The review is being conducted as part of the wider “PROLLIT” (Patient Reported Outcome Measure for Lower Limb Reconstruction) study . The findings of this review will be used to determine whether existing measures are ‘fit for purpose’ in terms of whether they address areas relevant to this specific patient group or whether a new PROM for lower limb reconstruction surgery patients is required (Fig. 1). As such, the findings from this review will inform topic guides for a qualitative study with health professionals and patients to explore the identified areas of importance to patients. The findings of both this review and the primary qualitative study will be used to develop a conceptual framework to identify and map what is important to patients during or after undergoing reconstructive surgery for a lower limb condition.
The methods for Qualitative Evidence Synthesis (QES) published by the Cochrane Qualitative and Implementation Methods Group  provided the methodological framework for the design and implementation of this review. The review was prospectively registered on the PROSPERO database (CRD42019139587).
Search strategy for the identification of relevant studies
A search strategy was developed in Ovid MEDLINE by an Information Specialist (MH) in conjunction with the review team. The strategy consisted of a set of terms for the population of interest combined using the Boolean operator AND with a set of terms covering qualitative research methods.
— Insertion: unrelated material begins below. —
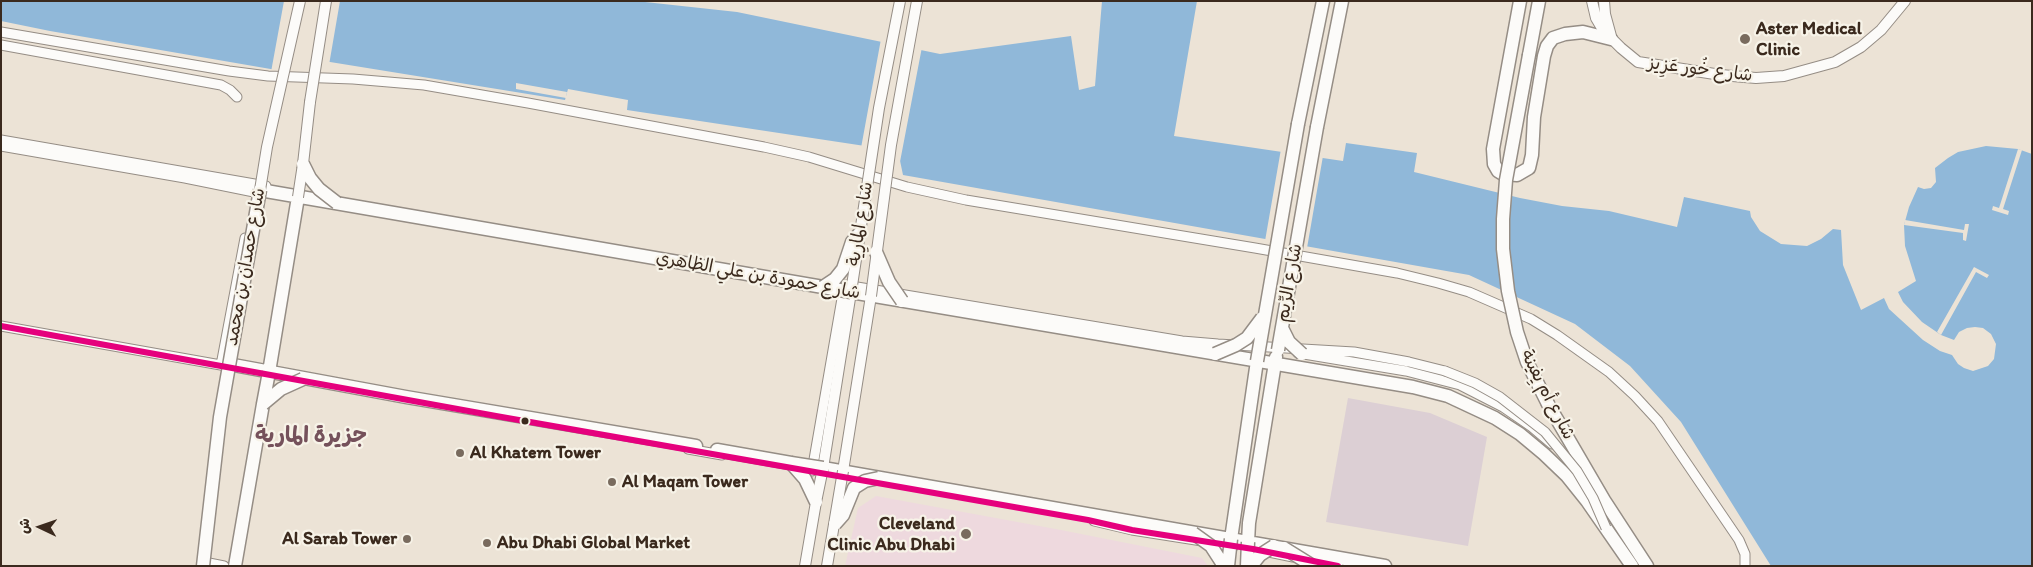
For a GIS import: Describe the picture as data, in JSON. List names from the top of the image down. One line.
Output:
{"streets":{"main road":["شارع حمدان بن محمد","شارع حمودة بن علي الظاهري","شارع الرِّيم","شارع أم يِفينة"],"street":["شارع خُور عَزِيز","شارع المارِية"]},"crossings":[["شارع المارِية","شارع حمودة بن علي الظاهري"],["شارع حمدان بن محمد","شارع حمودة بن علي الظاهري"],["شارع حمودة بن علي الظاهري","شارع الرِّيم"]],"districts":["جزيرة المارية"],"places":["Aster Medical Clinic","Al Khatem Tower","Al Maqam Tower","Cleveland Clinic Abu Dhabi","Al Sarab Tower","Abu Dhabi Global Market"],"north":"left"}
Search terms relating to qualitative methods included thesaurus terms, as well as specific and broad free-text terms . Retrieval was limited to publications in English. The MEDLINE strategy was adapted for use in all other databases. The following databases were searched: MEDLINE (Including: Epub Ahead of Print, In-Process & Other Non-Indexed Citations, MEDLINE Daily and MEDLINE, via Ovid), Embase (Ovid), PsycINFO (Ovid), and CINAHL Complete (Ebsco). Searches were conducted from inception to August 2019 and were limited to publications in English. Updated searches were conducted in November 2020. All search strategies can be found in Additional file 1. A manual search of the reference list of included studies was also undertaken to identify other studies meeting the inclusion criteria.
Inclusion and exclusion criteria
Study selection and data extraction
Records were downloaded into Endnote (version 9.2) and deduplicated. Due to the volume of records identified by the searches, titles were screened by a single reviewer [divided amongst three people (HL, AB, GO)]. Abstracts and then full texts were independently screened by two researchers against the eligibility criteria and any discrepancies were resolved by discussion with a third researcher.
A data extraction form for the study characteristics of included studies was developed in Microsoft Excel 2002. Information relating to: authors, participant characteristics, study design, method of data collection and method of analysis were extracted by one researcher and checked by a second (HL, AB). Participants and experiences surrounding QOL and author interpretations from the results sections of included studies were imported into NVIVO (version 12) for data extraction and synthesis.
Following guidance by the Cochrane Qualitative and Implementation Methods group, the Critical Appraisal Skills Programme  checklist was used to assess the quality of included studies. Each article was assessed independently by two researchers (AB, HL) with discrepancies resolved though discussion with a third researcher (AS).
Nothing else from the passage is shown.